German carmaker Audi announced that it will axe 9,500 jobs, approximately 10% of its global workforce, between now and 2025.
The cuts ultimately aim to save €6 billion.
Audi, which is owned by Volkswagen, says the move will allow it to invest more in electric vehicles and digital working.
In a statement the company said that the job cuts “will take place along the demographic curve through employee turnover and a new early-retirement program.”
The automaker guaranteed jobs for its remaining workers until 2029 — Audi said that it is “excluding terminations for operational reasons” until that date.
A key component of the agreement between Audi’s Board of Management and employee representatives is to “allow the economic and future-proof utilization of production capacities”. This includes a massive overhaul of Audi’s Ingolstadt and Neckarsulm plants to make electric vehicles.
The automaker said that annual plant capacity will therefore be planned in Ingolstadt for 450,000 vehicles and in Neckarsulm for 225,000 vehicles, “with production-optimized operation.”
“A long-term future perspective is guaranteed by the electric models to be built at both plants in the future,” Audi said.
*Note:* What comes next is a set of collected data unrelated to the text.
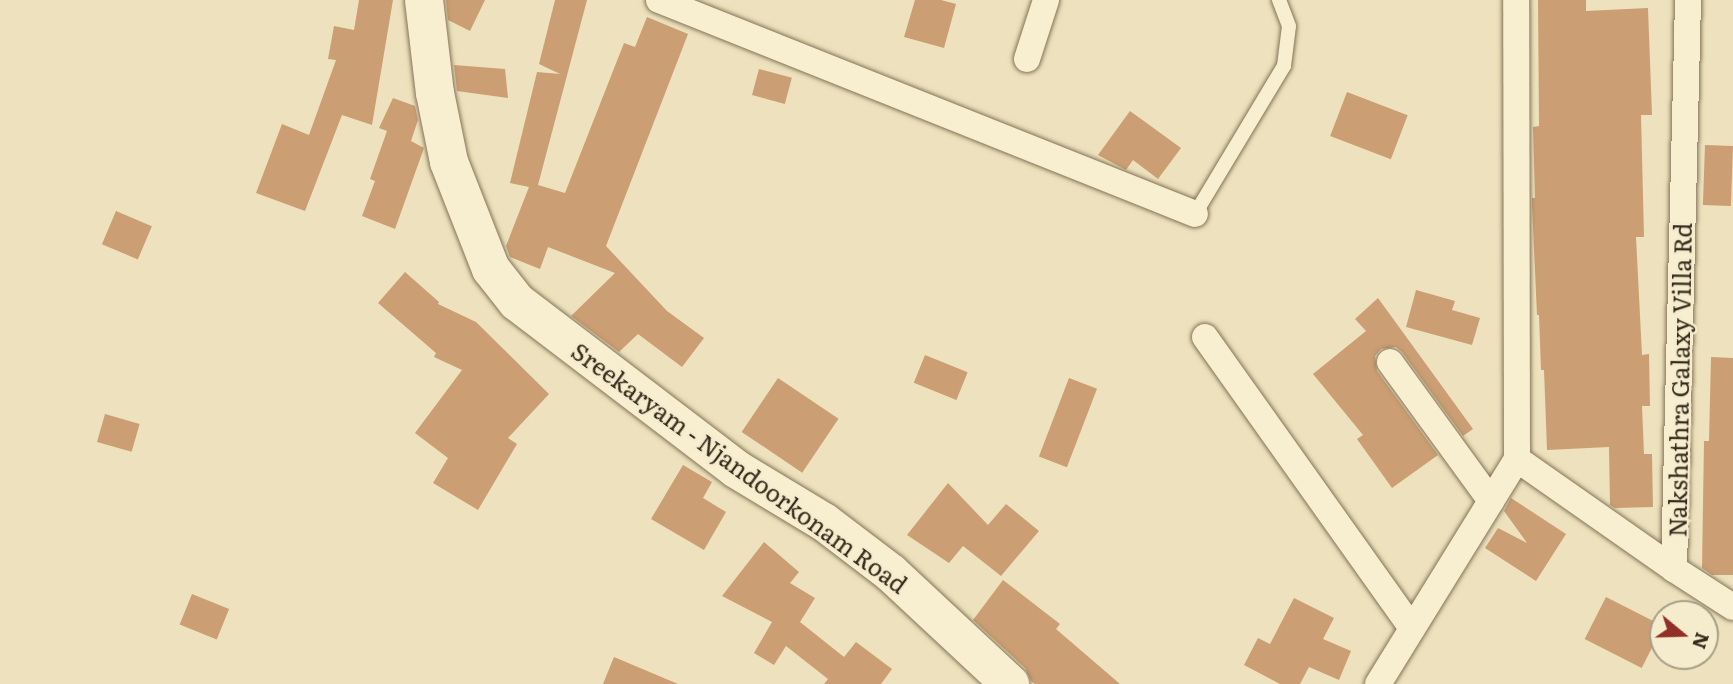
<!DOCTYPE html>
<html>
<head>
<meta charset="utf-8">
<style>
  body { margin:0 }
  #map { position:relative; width:1733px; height:684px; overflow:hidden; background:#ede2bd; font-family:Literata,serif }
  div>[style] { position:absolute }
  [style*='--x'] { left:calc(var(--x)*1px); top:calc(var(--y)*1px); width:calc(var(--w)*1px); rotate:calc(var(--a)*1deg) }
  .building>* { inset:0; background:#cb9e73; transform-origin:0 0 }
  .roads { filter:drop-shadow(0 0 2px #847357) drop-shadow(0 0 2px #847357) }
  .service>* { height:14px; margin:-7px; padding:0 7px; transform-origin:7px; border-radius:7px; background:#f8efd0 }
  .minor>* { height:26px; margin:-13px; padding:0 13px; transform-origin:13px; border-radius:13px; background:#f8efd0 }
  .secondary>* { height:38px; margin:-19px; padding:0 19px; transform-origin:19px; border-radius:19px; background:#f8efd0 }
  span { translate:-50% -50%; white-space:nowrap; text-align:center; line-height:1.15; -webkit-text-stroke:5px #f4eccd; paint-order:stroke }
  .street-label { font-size:24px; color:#34291b }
  .north { position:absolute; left:1649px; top:600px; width:70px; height:70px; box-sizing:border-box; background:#f4eccd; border:2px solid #a79e86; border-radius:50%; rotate:109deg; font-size:19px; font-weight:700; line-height:28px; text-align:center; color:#34291b }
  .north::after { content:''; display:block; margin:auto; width:24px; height:32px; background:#932f28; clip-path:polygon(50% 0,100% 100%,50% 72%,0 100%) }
</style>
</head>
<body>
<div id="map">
  <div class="building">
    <i style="clip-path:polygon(359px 0,393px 0,372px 125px,342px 115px,305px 211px,256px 193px,282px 124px,309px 135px,336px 60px,328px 59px,334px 26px,354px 30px)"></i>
    <i style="clip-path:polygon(446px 0,485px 0,470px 31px,448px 20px)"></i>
    <i style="clip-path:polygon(555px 0,587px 0,538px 185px,565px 193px,624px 43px,635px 47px,647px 17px,688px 34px,606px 246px,667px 311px,704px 338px,682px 367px,638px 334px,619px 352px,571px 316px,615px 273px,548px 247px,540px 269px,510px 257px,506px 246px,529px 187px,510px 183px,537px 72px,560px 74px,539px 64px)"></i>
    <i style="clip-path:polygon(915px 0,941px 0,956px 4px,944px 48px,904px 37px)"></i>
    <i style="clip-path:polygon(1538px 0,1586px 0,1586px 11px,1648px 8px,1652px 115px,1641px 115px,1644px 237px,1636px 237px,1642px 355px,1649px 354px,1650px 406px,1642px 406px,1644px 454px,1652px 454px,1653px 507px,1615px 508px,1610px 505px,1609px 447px,1547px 450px,1544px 370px,1541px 370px,1539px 315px,1537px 315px,1532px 205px,1532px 198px,1535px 198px,1533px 127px,1539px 126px)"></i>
    <i style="clip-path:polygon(454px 65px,505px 69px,508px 98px,457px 91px)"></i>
    <i style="left:759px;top:69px;width:34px;height:27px;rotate:15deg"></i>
    <i style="left:1347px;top:92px;width:65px;height:47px;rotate:21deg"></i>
    <i style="clip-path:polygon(393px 98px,415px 106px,418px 120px,411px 141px,424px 148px,395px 229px,362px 216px,375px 181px,370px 179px,387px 131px,379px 128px)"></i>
    <i style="clip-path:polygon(1130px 111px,1181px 148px,1158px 179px,1133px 160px,1126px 170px,1098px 155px)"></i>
    <i style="left:1705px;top:145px;width:28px;height:60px;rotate:2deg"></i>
    <i style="left:116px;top:211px;width:39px;height:36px;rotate:23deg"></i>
    <i style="clip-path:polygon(405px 272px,439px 302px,438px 304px,476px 322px,549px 394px,508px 438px,517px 444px,478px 510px,433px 483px,448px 458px,415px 433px,462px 370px,434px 357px,436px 353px,378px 303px)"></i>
    <i style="clip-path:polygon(1416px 290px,1455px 301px,1452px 310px,1480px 318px,1472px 345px,1406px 327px)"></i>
    <i style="clip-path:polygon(1378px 298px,1473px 429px,1463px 436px,1402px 352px,1396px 347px,1381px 349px,1375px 356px,1377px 371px,1438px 455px,1392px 488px,1357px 439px,1363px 435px,1313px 374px,1366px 331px,1355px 319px)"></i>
    <i style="left:925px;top:355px;width:46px;height:30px;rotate:22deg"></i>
    <i style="clip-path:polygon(1711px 357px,1733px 358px,1733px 575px,1712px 575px,1702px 568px,1704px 441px,1709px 441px)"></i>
    <i style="left:778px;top:378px;width:73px;height:65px;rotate:34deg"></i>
    <i style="left:1069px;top:378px;width:30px;height:84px;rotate:21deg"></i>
    <i style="left:105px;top:414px;width:36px;height:29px;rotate:16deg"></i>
    <i style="clip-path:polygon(683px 465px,712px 482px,703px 498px,726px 512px,704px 550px,651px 519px)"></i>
    <i style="clip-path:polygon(948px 483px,988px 525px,1006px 504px,1039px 531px,1001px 576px,963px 546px,949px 563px,907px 535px)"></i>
    <i style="clip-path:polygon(1511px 498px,1566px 534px,1536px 581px,1485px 548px,1498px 528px,1527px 543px,1504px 511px)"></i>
    <i style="clip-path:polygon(764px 542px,799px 572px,790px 583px,815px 598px,800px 622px,844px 657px,856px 642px,892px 669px,881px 684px,824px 684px,828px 679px,786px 646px,774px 665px,754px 653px,772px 622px,722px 596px)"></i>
    <i style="clip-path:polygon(1003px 580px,1060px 624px,1056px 629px,1120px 684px,1035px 684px,1031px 681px,1025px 668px,973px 620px)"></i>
    <i style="left:192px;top:594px;width:40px;height:33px;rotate:22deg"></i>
    <i style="left:1606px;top:597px;width:64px;height:47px;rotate:27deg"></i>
    <i style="clip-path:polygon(1294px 598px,1334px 618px,1323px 639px,1351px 651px,1339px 680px,1309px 667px,1300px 684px,1280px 684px,1244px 665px,1258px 638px,1270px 644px)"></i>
    <i style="clip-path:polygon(614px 657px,678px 684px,603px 684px)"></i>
  </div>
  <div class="roads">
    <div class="service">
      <i style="--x:1195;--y:214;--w:173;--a:-59"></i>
      <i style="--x:1284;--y:66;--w:40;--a:-82.9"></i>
      <i style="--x:1289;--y:26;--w:28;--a:-111"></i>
    </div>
    <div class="minor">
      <i style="--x:659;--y:0;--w:577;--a:21.76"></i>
      <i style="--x:1027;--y:59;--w:62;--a:-72.1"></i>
      <i style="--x:1205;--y:337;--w:357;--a:54.6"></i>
      <i style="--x:1390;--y:362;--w:172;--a:54"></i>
      <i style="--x:1517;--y:459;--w:192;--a:35"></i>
      <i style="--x:1674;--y:569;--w:569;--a:-88.59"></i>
      <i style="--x:1674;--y:569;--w:70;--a:32.8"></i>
      <i style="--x:1378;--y:684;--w:264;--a:-58.3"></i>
      <i style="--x:1517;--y:459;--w:459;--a:-90.1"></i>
    </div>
    <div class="secondary">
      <i style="--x:424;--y:0;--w:94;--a:83.3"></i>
      <i style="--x:435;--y:93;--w:70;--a:78.5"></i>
      <i style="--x:449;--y:162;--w:115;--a:68.6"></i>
      <i style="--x:491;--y:269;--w:42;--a:51.8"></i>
      <i style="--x:517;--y:302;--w:275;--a:37.3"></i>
      <i style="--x:736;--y:469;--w:103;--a:31.1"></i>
      <i style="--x:824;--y:522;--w:84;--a:37.3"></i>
      <i style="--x:891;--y:573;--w:163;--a:43"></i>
    </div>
  </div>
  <div class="street-label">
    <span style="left:1679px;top:380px;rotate:-89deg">Nakshathra Galaxy Villa Rd</span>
    <span style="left:740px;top:467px;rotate:36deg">Sreekaryam - Njandoorkonam Road</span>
  </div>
  <div class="north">N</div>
</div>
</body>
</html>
Peter Mosch, Chairman of the General Works Council of AUDI AG, commented:
“We have reached an important milestone: The jobs of our core workforce are secure! The extension of the employment guarantee is a great success in difficult times. In addition, the upcoming electrification of the Ingolstadt and Neckarsulm plants underscores the long-term success of both German sites. Important for our co‑workers: The Audi profit sharing remains at its high level.”
Profit sharing refers to giving a percentage of a business’ profits to its workforce.
Audi’s chief executive, Bram Schot, said the cuts would make Audi more efficient. “This will increase productivity and sustainably strengthen the competitiveness of our German plants.”